And soy hulls can supply economical fiber From just before she calves until just after, a dairy cow has a lot of things on her mind. Eating isn't usually one of them.

"Through calving, a cow's appetite is depressed, but she still needs energy," says Jim Spain, University of Missouri dairy specialist. "She needs something she will eat; something she can readily digest and utilize. Soybeans are sort of like chicken soup for a cow with a poor appetite."

With funding help from the Missouri Soybean Merchandising Council, Spain studied the milk production and reproduction of dairy cows fed different levels of raw cracked soybeans in a total mixed ration (TMR).

He says whole soybeans deliver almost as much protein as does soybean meal. But they have much more fat, which is a good source of energy and polyunsaturated fatty acids. Fatty acids may have a beneficial role in the formation of reproductive hormones, says Spain.

"There's been some concern that you shouldn't feed raw soybeans to cattle," he says. "Or whole soybeans, whether they're heated or not, because the fat has an adverse affect on reproduction. We're finding that's not the case at all."

He fed up to 15% cracked soybeans in the TMR, or 7.5 lbs of beans/cow/day.

"These were cows in early lactation," says Spain. "They averaged 80 lbs of milk per day, fat-corrected to 4% butterfat. Feed intake stayed up and the cows milked extremely well."

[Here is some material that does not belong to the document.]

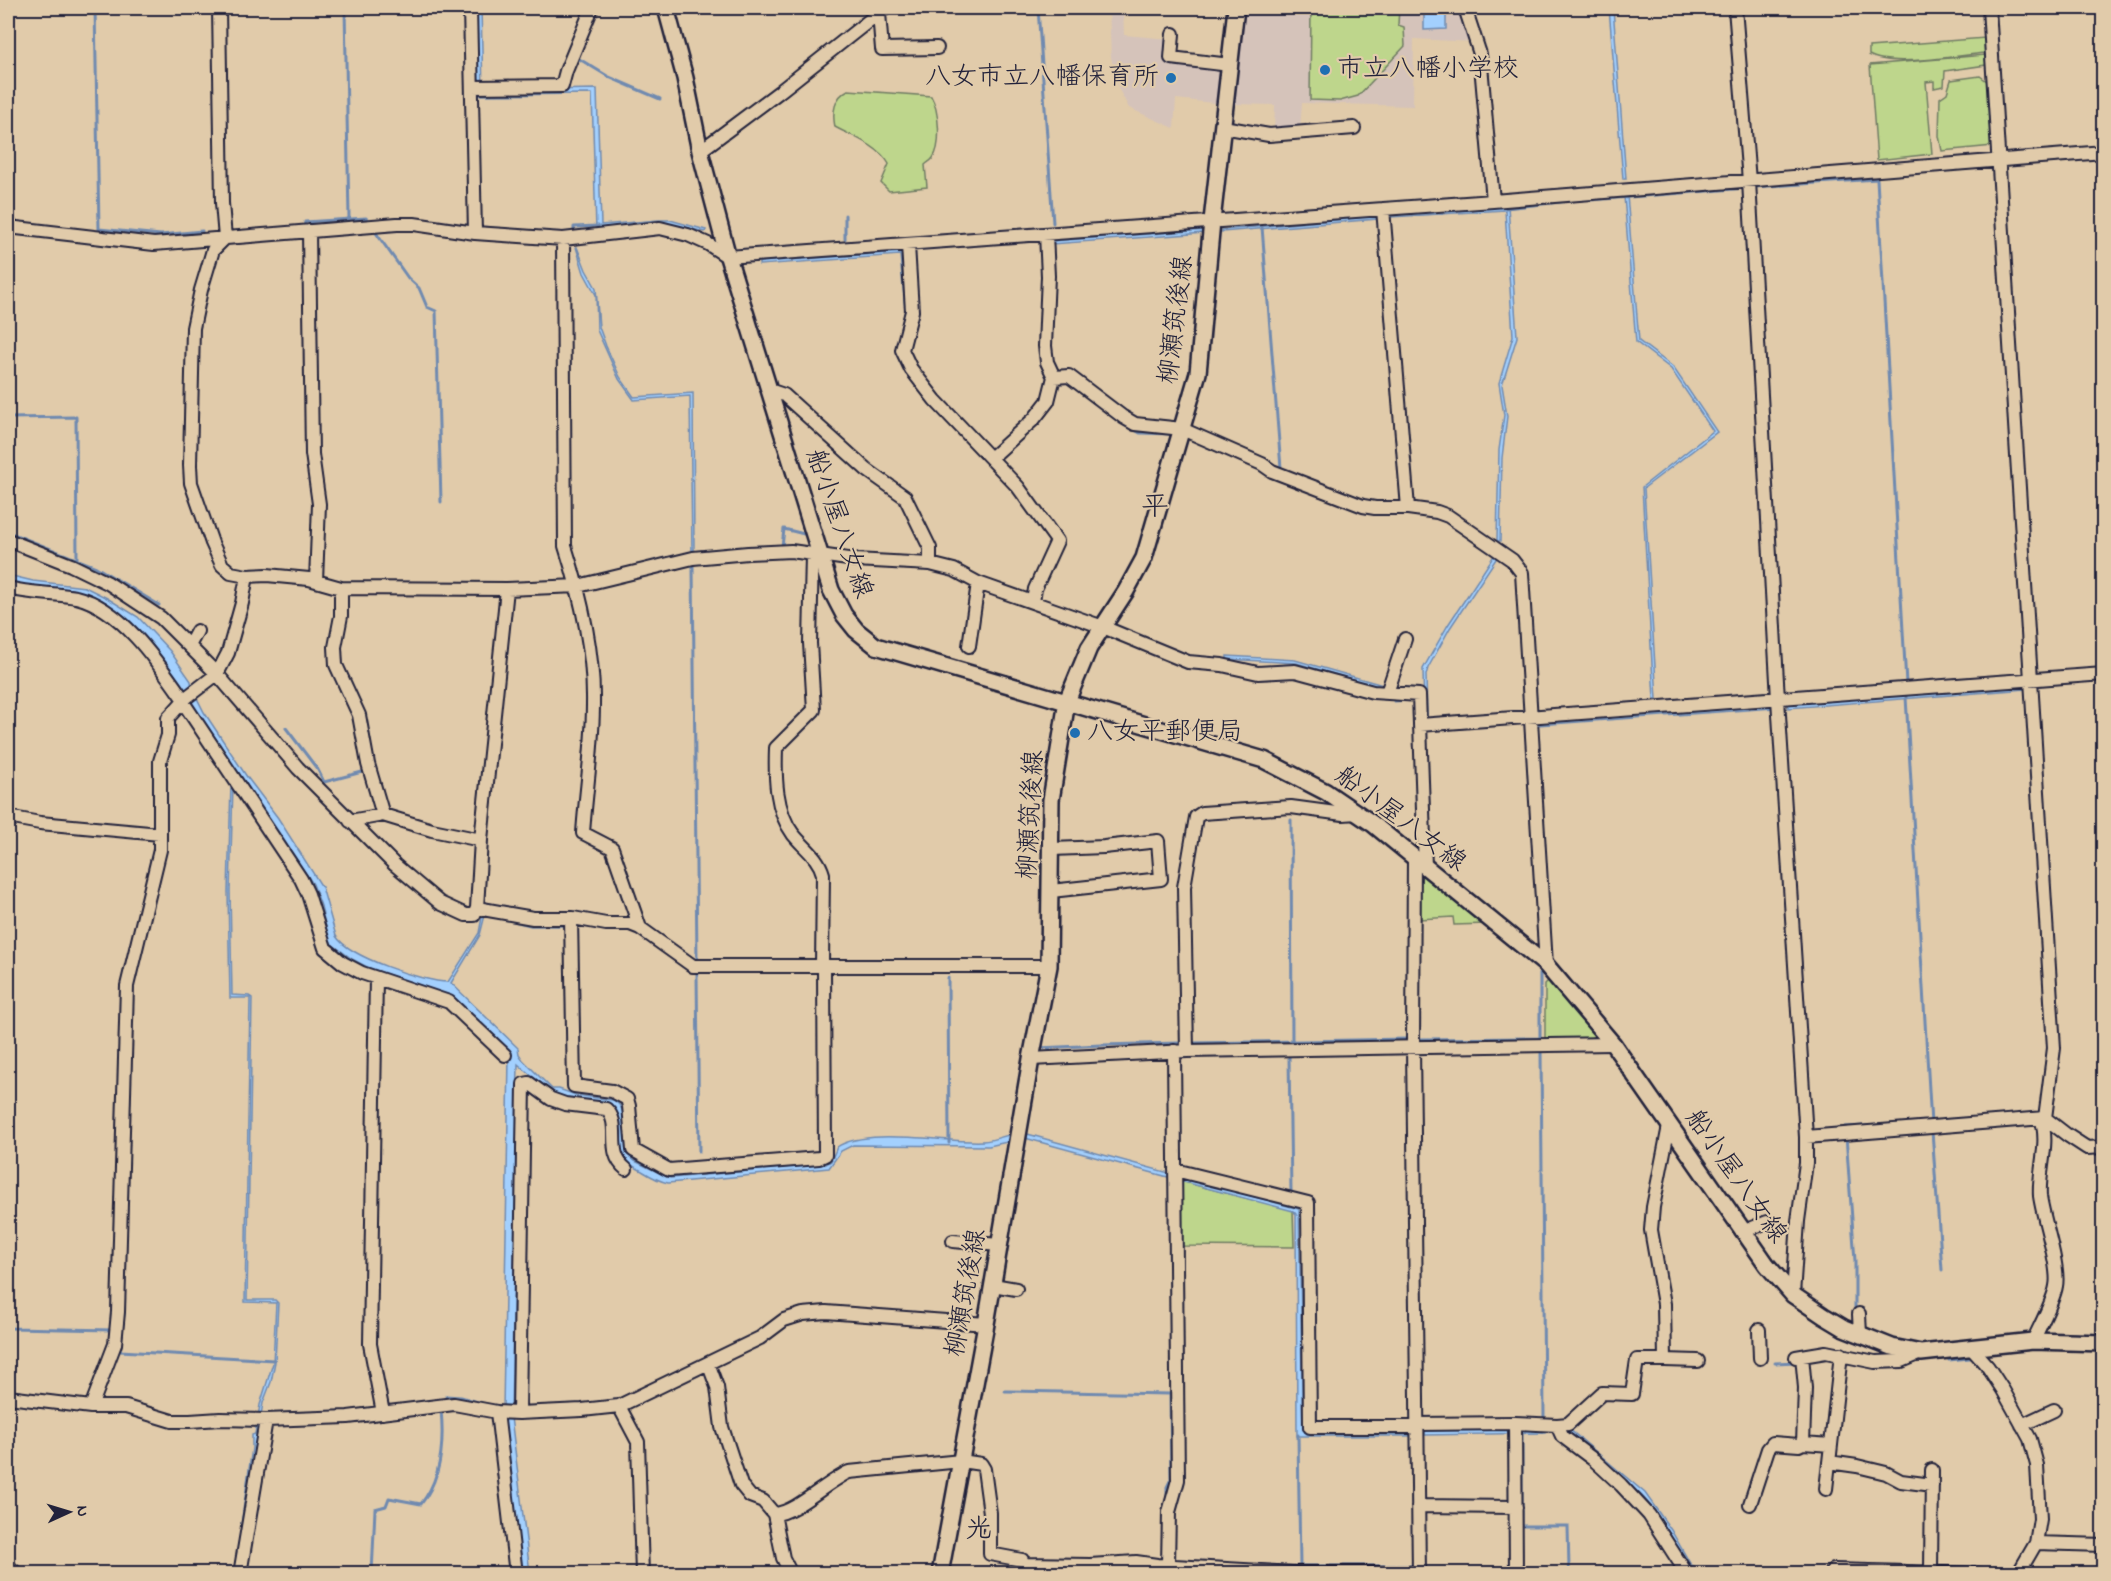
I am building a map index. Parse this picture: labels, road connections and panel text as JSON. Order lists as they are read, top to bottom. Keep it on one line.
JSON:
{"streets":{"main road":["柳瀬筑後線","船小屋八女線"]},"crossings":[["柳瀬筑後線","船小屋八女線"]],"districts":["平","光"],"places":["市立八幡小学校","八女市立八幡保育所","八女平郵便局"],"north":"right"}
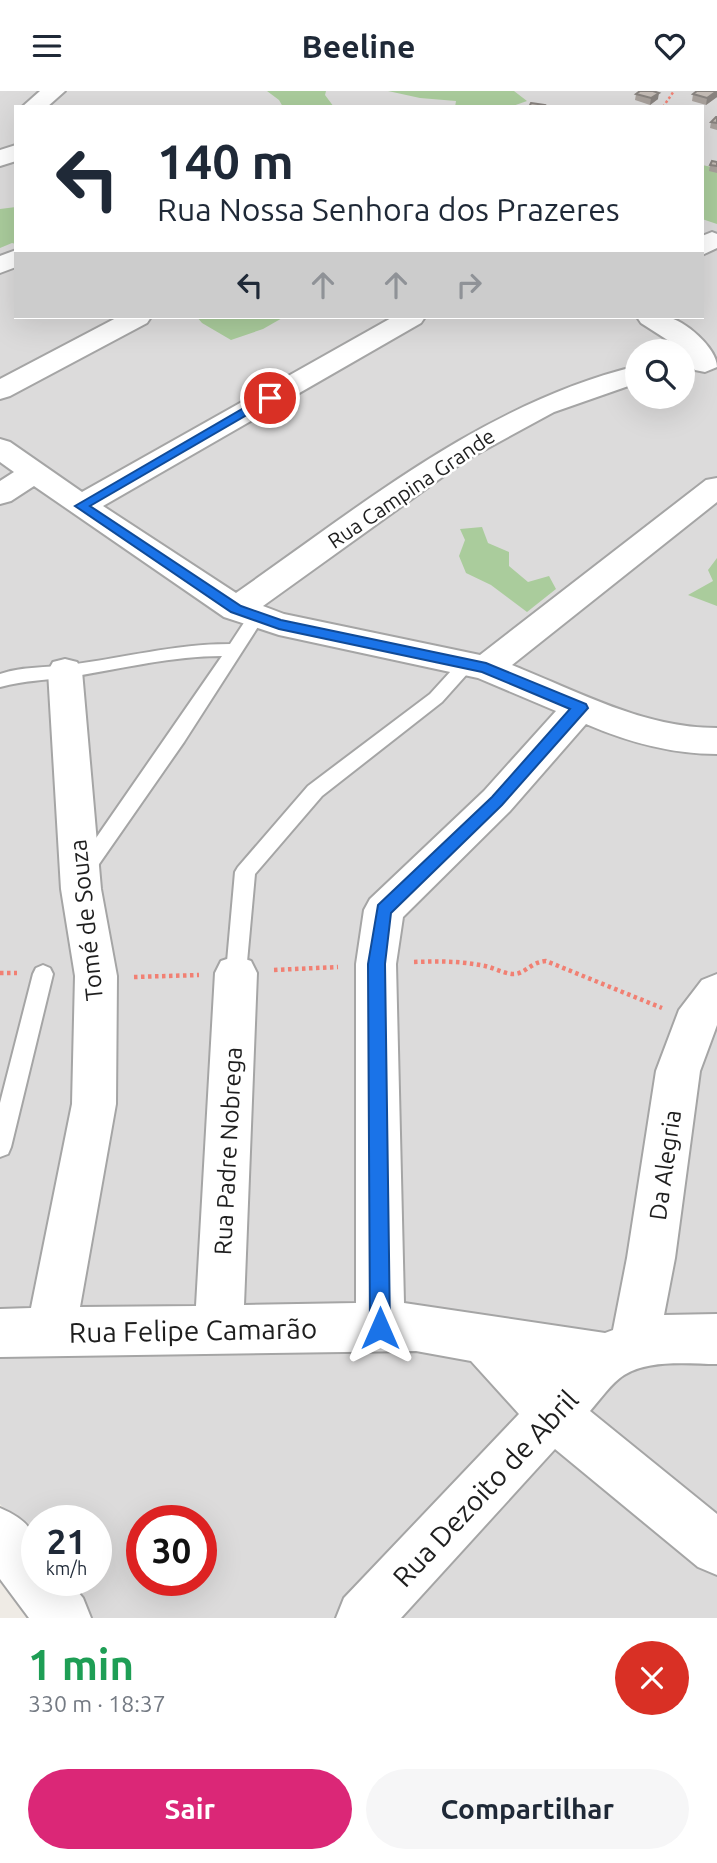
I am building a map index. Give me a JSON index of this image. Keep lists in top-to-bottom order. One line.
{"streets":{"street":["Rua Campina Grande","Tomé de Souza","Rua Padre Nobrega","Da Alegria","Rua Felipe Camarão","Rua Dezoito de Abril"]},"crossings":[["Tomé de Souza","Rua Felipe Camarão"],["Rua Padre Nobrega","Rua Felipe Camarão"],["Da Alegria","Rua Felipe Camarão"],["Da Alegria","Rua Dezoito de Abril"],["Rua Felipe Camarão","Rua Dezoito de Abril"]],"page":{"header":"Beeline","turn":["140 m","Rua Nossa Senhora dos Prazeres"],"speed":"21 km/h","limit":"30","heading":["1 min","330 m · 18:37"],"buttons":["Sair","Compartilhar"]}}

He also fed lower levels of cracked soybeans (3.5 and 5 lbs/cow/day) and says feed intake and milk production stayed above those of cows on more conventional rations containing soybean meal.

The health and productivity of a hard-working dairy cow depends on her plane of nutrition, which depends on her feed intake, Spain notes.

"We want to look at when and how many soybeans to feed for the best benefit," he adds. "We may conclude that we should feed beans all the way through - including the dry-cow period, which typically is 60 days."

Earlier, Spain and his colleagues studied how soybean hulls (a byproduct of soybean milling) contribute to reproductive efficiency of dairy cows and heifers. They found that cows fed a ration where soy hulls replaced 30% of the grass hay increased intake before calving and maintained body condition through calving and the postpartum period.

"In many dairy operations, lower-quality forage is fed to dry cows," Spain says. "With soy hulls, we replaced a low-digestible forage fiber with higher-digestible soybean hulls and intake went up considerably.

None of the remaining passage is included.